| GOAL OF THE EXERCISE |
Beginning with the first line of the data below, reproduce every line unchanged, ending with the line that holds "transform-origin:10px; border-radius:10px; background:#7b6353".

(Source data)
══════════════════════════════

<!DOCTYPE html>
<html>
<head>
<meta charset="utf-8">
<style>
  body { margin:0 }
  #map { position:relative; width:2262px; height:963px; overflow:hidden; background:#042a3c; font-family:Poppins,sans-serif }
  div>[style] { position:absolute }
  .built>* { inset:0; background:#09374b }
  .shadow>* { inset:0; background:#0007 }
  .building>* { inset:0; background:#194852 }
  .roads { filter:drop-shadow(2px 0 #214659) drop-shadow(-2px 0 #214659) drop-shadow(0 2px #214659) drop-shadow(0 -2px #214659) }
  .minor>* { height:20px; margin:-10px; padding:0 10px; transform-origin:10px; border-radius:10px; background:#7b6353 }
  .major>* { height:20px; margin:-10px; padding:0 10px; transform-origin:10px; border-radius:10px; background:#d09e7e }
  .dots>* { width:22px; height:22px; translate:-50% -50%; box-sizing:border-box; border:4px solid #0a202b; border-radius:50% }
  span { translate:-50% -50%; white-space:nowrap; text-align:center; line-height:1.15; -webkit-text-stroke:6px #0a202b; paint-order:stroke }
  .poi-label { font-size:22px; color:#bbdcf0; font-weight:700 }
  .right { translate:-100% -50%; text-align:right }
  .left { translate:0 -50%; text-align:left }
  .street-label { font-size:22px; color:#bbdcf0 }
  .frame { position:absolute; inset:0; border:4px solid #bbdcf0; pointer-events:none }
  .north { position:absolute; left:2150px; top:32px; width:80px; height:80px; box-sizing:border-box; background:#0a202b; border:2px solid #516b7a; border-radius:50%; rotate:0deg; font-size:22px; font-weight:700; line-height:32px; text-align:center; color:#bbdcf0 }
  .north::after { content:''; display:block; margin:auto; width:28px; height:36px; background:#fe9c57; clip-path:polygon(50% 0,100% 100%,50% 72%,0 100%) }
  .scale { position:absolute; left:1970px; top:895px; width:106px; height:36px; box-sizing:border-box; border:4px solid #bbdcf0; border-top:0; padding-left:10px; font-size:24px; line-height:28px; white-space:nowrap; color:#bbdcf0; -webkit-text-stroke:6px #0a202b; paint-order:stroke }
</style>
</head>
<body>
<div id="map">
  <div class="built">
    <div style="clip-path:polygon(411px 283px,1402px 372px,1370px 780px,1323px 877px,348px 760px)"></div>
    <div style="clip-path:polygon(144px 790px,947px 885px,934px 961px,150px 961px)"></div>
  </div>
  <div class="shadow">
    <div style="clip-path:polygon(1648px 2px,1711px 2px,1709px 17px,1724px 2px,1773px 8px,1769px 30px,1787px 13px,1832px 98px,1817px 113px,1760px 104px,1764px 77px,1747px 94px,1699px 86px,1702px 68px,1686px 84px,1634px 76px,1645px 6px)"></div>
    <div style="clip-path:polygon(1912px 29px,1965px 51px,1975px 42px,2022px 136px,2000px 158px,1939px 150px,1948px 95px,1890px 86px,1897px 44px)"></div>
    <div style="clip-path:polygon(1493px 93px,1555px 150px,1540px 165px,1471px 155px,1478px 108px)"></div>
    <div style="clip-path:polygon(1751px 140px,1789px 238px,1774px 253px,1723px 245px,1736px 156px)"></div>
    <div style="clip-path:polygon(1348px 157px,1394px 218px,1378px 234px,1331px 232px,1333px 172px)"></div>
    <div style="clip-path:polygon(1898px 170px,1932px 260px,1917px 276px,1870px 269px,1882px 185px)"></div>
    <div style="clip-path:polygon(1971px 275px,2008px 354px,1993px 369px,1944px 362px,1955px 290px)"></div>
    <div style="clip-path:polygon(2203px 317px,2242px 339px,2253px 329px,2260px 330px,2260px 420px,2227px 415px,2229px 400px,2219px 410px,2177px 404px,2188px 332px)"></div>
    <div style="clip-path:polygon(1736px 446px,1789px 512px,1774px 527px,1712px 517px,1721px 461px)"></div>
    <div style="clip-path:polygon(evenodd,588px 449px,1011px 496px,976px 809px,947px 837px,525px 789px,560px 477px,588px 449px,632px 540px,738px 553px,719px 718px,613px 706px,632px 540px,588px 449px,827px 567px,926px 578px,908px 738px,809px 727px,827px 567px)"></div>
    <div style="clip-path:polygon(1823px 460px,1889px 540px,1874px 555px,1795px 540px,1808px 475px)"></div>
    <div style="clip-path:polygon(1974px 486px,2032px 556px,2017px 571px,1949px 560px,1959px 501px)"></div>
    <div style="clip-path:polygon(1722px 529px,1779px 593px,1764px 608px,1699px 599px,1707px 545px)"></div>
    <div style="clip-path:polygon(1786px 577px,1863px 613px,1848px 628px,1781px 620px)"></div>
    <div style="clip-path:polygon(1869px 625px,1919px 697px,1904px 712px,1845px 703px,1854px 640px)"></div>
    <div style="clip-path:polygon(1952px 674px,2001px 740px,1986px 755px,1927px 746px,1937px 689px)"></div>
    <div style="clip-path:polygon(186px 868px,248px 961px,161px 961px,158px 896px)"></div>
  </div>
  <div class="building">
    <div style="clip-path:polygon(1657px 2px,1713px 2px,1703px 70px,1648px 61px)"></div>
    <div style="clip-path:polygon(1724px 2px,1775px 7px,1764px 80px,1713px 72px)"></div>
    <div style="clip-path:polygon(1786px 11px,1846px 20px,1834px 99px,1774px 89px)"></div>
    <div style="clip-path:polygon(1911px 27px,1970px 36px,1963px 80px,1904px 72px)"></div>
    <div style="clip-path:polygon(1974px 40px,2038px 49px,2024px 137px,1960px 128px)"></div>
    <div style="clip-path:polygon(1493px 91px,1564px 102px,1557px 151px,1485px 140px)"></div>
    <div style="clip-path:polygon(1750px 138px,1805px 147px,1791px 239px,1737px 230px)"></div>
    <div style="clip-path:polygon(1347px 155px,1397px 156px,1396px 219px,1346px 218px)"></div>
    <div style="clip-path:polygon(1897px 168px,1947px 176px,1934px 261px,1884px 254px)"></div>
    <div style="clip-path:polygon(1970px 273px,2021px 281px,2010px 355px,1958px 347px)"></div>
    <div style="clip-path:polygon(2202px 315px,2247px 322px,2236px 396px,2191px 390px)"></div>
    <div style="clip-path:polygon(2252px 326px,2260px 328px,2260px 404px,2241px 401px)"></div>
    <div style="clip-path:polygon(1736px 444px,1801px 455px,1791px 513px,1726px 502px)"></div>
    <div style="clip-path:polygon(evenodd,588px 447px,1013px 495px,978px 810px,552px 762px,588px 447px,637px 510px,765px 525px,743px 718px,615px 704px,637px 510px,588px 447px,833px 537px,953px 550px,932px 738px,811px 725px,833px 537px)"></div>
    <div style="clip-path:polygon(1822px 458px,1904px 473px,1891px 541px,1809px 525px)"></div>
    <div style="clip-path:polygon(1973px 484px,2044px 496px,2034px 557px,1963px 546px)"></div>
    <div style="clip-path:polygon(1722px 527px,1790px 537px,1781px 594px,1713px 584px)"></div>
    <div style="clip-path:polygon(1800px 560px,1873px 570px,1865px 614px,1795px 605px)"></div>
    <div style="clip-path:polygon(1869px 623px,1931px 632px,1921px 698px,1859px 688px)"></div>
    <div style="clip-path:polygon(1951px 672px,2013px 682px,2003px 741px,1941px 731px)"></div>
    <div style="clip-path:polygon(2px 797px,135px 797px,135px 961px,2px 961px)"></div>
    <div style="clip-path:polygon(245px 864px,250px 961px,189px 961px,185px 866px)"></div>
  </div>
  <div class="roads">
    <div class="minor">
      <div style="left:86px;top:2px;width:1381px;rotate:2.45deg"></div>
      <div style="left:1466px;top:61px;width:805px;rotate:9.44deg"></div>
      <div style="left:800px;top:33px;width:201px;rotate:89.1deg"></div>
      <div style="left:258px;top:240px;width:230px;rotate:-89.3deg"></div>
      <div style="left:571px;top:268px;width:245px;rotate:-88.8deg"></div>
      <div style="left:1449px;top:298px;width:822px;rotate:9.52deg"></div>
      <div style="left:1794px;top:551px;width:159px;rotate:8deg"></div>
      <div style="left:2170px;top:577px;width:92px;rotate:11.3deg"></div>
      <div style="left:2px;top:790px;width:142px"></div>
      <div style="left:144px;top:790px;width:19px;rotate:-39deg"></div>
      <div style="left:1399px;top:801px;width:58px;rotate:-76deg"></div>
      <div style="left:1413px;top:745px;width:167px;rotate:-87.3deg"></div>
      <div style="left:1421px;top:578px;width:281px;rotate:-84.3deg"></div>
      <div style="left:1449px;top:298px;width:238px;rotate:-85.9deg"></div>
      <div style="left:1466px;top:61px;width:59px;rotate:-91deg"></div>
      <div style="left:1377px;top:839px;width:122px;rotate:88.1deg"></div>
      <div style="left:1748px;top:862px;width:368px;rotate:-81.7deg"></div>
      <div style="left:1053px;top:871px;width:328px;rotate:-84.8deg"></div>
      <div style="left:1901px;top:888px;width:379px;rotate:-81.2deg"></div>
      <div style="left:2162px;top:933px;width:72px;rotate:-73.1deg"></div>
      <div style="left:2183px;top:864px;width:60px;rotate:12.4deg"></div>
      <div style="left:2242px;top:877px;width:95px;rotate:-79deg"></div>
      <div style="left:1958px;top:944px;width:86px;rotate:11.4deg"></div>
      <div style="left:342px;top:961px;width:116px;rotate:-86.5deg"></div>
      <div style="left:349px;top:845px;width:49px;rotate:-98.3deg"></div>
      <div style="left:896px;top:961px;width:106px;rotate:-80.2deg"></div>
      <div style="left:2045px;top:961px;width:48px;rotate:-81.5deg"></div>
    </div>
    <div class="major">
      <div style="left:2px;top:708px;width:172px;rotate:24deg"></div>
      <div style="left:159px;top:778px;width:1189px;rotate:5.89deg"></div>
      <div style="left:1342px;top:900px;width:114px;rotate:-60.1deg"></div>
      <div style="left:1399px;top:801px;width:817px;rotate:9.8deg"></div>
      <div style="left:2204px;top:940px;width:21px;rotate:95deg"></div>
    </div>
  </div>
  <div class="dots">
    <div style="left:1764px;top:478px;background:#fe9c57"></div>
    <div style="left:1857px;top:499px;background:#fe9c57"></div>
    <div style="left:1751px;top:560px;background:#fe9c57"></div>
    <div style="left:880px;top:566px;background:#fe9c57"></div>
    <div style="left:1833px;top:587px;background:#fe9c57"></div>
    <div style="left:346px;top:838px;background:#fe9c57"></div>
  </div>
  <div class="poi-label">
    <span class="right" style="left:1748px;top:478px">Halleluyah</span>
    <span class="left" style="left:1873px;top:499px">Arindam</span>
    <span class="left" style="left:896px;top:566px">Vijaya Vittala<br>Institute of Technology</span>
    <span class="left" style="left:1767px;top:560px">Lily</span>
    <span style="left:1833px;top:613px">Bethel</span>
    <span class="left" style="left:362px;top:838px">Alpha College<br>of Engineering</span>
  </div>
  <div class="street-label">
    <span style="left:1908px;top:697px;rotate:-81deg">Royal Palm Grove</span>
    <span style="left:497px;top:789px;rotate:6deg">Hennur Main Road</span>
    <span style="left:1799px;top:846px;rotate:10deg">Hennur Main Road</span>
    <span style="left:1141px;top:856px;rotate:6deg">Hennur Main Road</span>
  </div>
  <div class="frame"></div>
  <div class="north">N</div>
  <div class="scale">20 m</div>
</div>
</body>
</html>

══════════════════════════════

| YOUR SOLUTION |
<!DOCTYPE html>
<html>
<head>
<meta charset="utf-8">
<style>
  body { margin:0 }
  #map { position:relative; width:2262px; height:963px; overflow:hidden; background:#042a3c; font-family:Poppins,sans-serif }
  div>[style] { position:absolute }
  .built>* { inset:0; background:#09374b }
  .shadow>* { inset:0; background:#0007 }
  .building>* { inset:0; background:#194852 }
  .roads { filter:drop-shadow(2px 0 #214659) drop-shadow(-2px 0 #214659) drop-shadow(0 2px #214659) drop-shadow(0 -2px #214659) }
  .minor>* { height:20px; margin:-10px; padding:0 10px; transform-origin:10px; border-radius:10px; background:#7b6353 }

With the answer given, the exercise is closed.